Still, transferring is growing in popularity.
This past July, the CIF-SS office processed 200 transfer requests. In July of 2014, it processed 119 transfer requests. That is a 41 percent increase.
This past August, the section office processed 1,645 transfer requests. In August of '14, it processed 1,266 transfer requests. That is a 23 percent increase.
Here in Orange County, there are seniors who are at their third or fourth high school. We’re not in the embarrassment business so we won’t mention names. Look at the rankings, of just about any sport, if you want an idea which schools could possibly be the more common transfer destinations.
Nothing against transfers and nothing against kids who live in one school’s attendance area attending a different school in a different attendance area. This is the United States. Freedom of choice should be accessible to all when it comes to choosing schools.
But school selection based solely or mostly upon access to college scholarships is very likely a mistake, as the National Federation and NCAA statistics prove.
No statistics prove that staying at the same school usually is a superior experience and often creates cherished memories and lifelong friendships. That is so obvious, no statistics are required.
Taking a look around Orange County high school sports:
• On a similar topic, kids and their parents should never ignore the quality of community college athletics and education. Green Bay Packers quarterback Aaron Rodgers did not get recruited much at his Northern California high school, so he went to Butte Community College. He turned out OK.
• The CIF-Southern Section office has an opening for assistant commissioner.

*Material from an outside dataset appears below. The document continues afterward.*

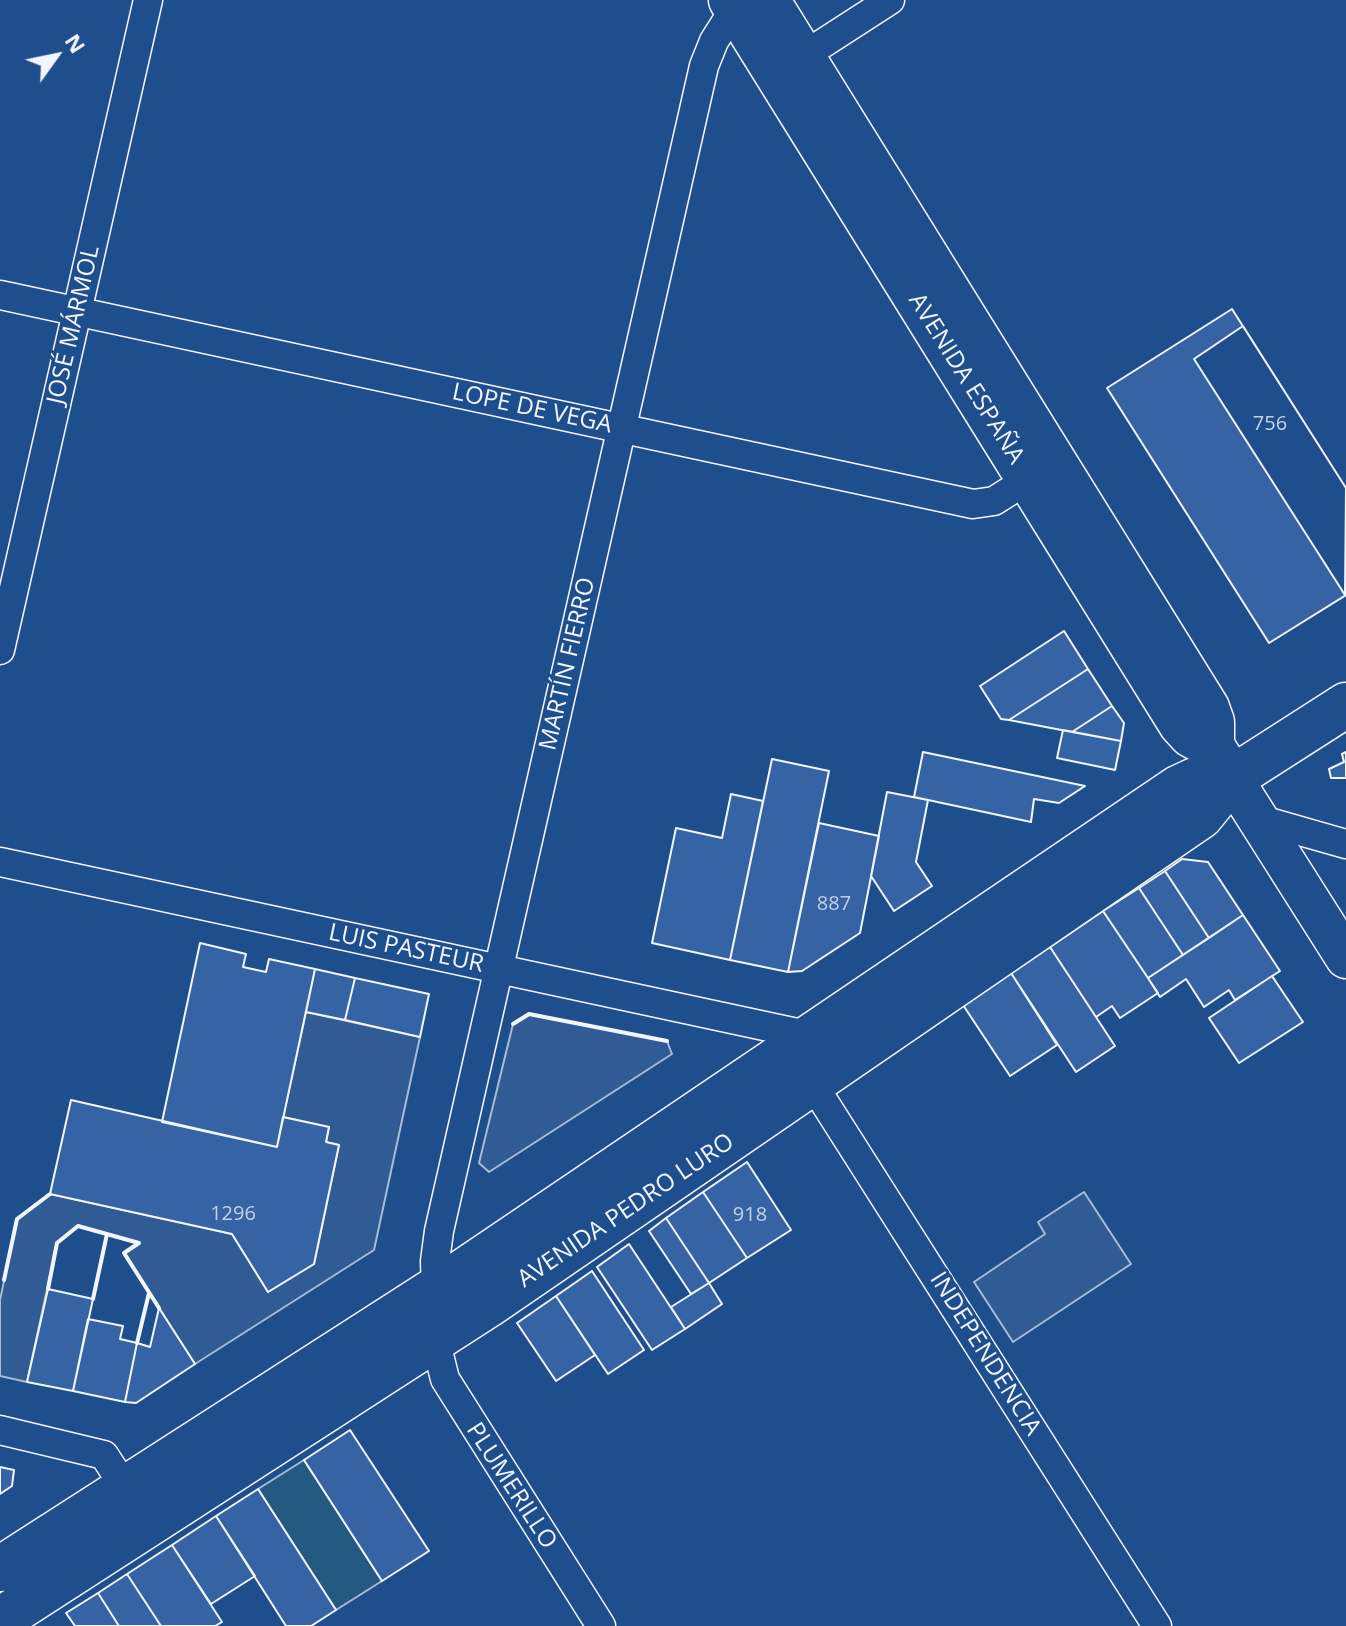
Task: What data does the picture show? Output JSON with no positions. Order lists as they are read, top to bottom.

On the job posting, the first of the “essential duties” is “Review and determine eligibility status of student-athletes by interpreting/applying the rules defined in the CIF-SS Constitution and Bylaws …” Aaack!
• If you’re going to the Mission Viejo-La Habra football game tonight at La Habra High, get there early. Seating capacity is around 5,000. The visitor side capacity is around 1,200.

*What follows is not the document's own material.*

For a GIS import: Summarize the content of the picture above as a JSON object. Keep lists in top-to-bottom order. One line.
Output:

• Mission Viejo and Santa Margarita are expected to soon sign an agreement by which their football teams would play each other in 2016 and ’17.
• The first Anaheim vs. Santa Ana football game was in 1920. They meet again tonight, at Glover Stadium. Anaheim leads the series, 28-18-3.

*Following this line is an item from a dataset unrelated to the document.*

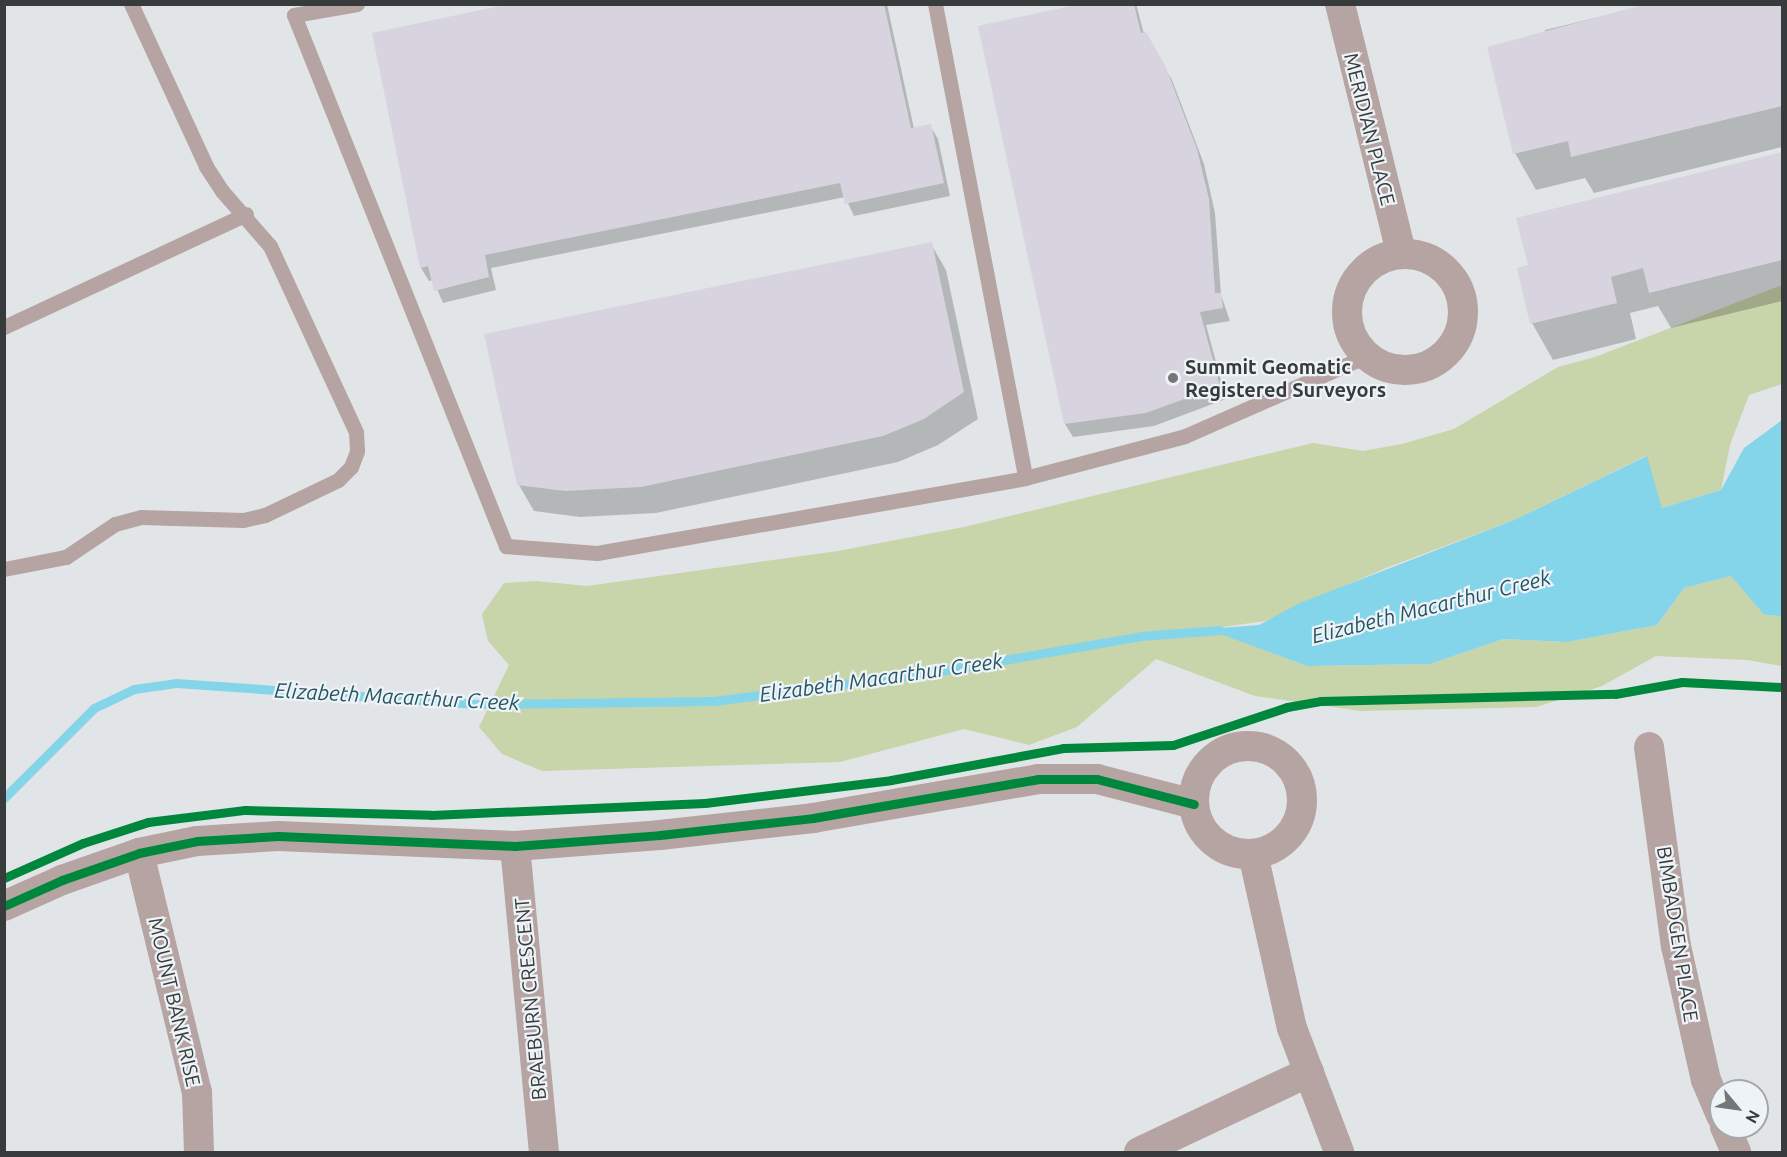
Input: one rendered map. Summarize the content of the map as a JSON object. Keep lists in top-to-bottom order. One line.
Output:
{"streets":{"street":["MERIDIAN PLACE","BIMBADGEN PLACE","BRAEBURN CRESCENT","MOUNT BANK RISE"]},"water":["Elizabeth Macarthur Creek"],"places":["Summit Geomatic Registered Surveyors"],"north":"bottom right"}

• Fox Sports West should assign veteran play-by-play broadcaster Paul Westphal to an Orange County game every week on its TV and website coverage schedule. They have nobody there who matches Westphal’s knowledge of county football, past or present, or who knows county coaches as well as he does.
• There will be all sorts of 9/11 remembrances in football today. Dana Hills has a heck of a one planned for its home game against San Clemente: a Salute to First Responders, who will enjoy a pregame dinner compliments of El Torito Grill and free admission to the game. A flyover of local agencies’ helicopters occurs during the national anthem.
• Chris Zeller is Mission Viejo’s new boys basketball coach, pending school board approval. Zeller, who played at Santa Margarita and Mission Viejo, has been an assistant coach at Trabuco Hills in recent years. He was an assistant coach at Corona del Sol in Arizona while he was attending Arizona State.
• Orange Lutheran’s boys basketball team has several college prospects. Kavaughn Scott has official visits set up in coming weeks to Brown, Boston University and Yale; Zachary Jervis is being recruited by Concordia, Point Loma and Westmont; Chris Williams has offers from University of Texas-Arlington and Colorado State, and Joseph Riley is receiving interest from Bucknell and Fresno State.
• Servite basketball junior Jacob Hughes (6-foot-11) has offers from Air Force, Montana, Portland State and Washington State. Servite might have become stronger with the addition of 5-10 guard Otis Reale, who moved here from Rome. Reale speaks four languages and now is studying Mandarin.
• CAPrepZone.com’s online radio coverage of county football today includes Huntington Beach vs. JSerra, Mission Viejo vs. La Habra, and Godinez vs. Sunny Hills.